Bölgedeki dikta rejimlerinin ayaklarını kaydıracak halk ayaklanmaları için Suriye'deki direniş bir kilit konumundadır. Ne yazık ki zulüm rejimlerine karşı başkaldırının, Suriye'de işbirlikçi güçlerin de desteğiyle korkunç katliamlar gerçekleştiren Baas duvarını yıkmakta zorlanması Arap baharı olarak da adlandırılan toplumsal intifadanın diğer zulüm rejimlerine doğru ilerlemesini geciktirdi. Biz Allah'ın izniyle, Baas duvarının aşılması durumunda bu kilidin açılacağını, Kuveyt'te ve Ürdün'de asıl büyük çalkantıların da o zaman yaşanacağını düşünüyoruz. O yüzden Suriye'de yaşanan gelişmeler sadece bu ülke değil bütün bir bölge açısından büyük önem taşıyor.

"Suriye'de Esas Olan Safların Birleştirilmesidir"

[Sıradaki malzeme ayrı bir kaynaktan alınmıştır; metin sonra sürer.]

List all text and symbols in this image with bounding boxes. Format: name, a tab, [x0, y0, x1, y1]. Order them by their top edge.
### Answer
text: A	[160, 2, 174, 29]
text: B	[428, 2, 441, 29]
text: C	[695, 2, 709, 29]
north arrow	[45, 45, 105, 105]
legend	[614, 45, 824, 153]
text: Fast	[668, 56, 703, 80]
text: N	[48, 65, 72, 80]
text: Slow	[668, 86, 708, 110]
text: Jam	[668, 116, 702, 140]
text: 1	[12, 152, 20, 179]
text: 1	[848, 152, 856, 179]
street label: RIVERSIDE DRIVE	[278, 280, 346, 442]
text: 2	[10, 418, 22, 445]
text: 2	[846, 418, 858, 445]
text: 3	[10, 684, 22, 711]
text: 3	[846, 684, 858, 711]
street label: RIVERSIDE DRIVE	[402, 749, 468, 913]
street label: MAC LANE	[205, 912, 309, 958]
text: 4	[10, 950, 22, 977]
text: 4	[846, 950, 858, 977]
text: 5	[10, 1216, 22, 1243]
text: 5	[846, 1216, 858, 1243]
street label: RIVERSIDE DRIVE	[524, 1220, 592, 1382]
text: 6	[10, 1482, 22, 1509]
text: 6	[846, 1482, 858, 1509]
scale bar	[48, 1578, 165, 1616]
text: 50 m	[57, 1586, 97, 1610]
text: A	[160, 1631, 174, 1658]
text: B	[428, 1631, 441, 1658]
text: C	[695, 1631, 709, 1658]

Suriye muhalefetinin Katar'da düzenlediği toplantılarda, geçiş süreci için Suriye Ulusal Koalisyonu çatısı altında birleşmesi ve başına da ülkedeki tüm siyasi kesimlerin olumlu baktığı bir isim olan Muaz el-Hatib'i seçmesi önemli bir gelişmedir. Bu gelişmeyle birlikte yeni bir sürece girildiğini ve Suriye toplumu nezdinde yasallığını tamamen kaybetmiş olan Baas diktasının diplomatik alanda da geçersiz sayılması için önemli bir alternatif oluşturulduğunu söyleyebiliriz. SUK’un başına getirilen George Sabra ise bir denge unsuru olarak oraya getirildi. Batılılar tarafından yapılan çeşitli baskılar var. Suriye’de esas olan şuan safların birleştirilmesidir. Sabra’nın SUK’un başına getirilmesine farklı yaklaşımlar var; laikler ağır basıyor veya Hristiyan bir başkan seçildi gibi. Esas olan safların birleştirilmesidir, burada olumlu bir yön var. ABD, Suriye direnişini pasifize etme ve kendisinin dikte edeceği formüllere razı olmaya zorlama amacıyla bazı oyunlara başvurmaya başlamıştı. Bu amaçla öncelikle Suriye Ulusal Konseyi'nin etkisini kaybettiği, kapsayıcı olmadığı iddiasından yola çıkarak tamamen devre dışı bırakılması talebinde bulunmuştu. Ona paralel olarak silahlı direnişin de artık el-Kaide kontrolüne geçtiği iddiasında bulunarak etkisiz hale getirilmesini istiyordu. Fakat muhalif güçler aralarında ittifak sağlayarak ve ABD'nin dayatmalarını değil Suriye halkını temsil eden sivil ve askerî yapılanmaların taleplerini nazarı dikkate alan bir koalisyon oluşturarak etkin bir yapılanma ile geçiş sürecini başlatma amaçlı önemli bir adım attılar. ABD'nin alternatif yapılanmanın başına geçirmeyi planladığı Riyad es-Seyf de akıllıca bir tutum sergileyerek ülkedeki siyasi muhalefetin ve direnişin saflarının birleştirilmesi çabalarına katkıda bulundu ve kendisi de bu ittifakın içinde yer almayı tercih etti.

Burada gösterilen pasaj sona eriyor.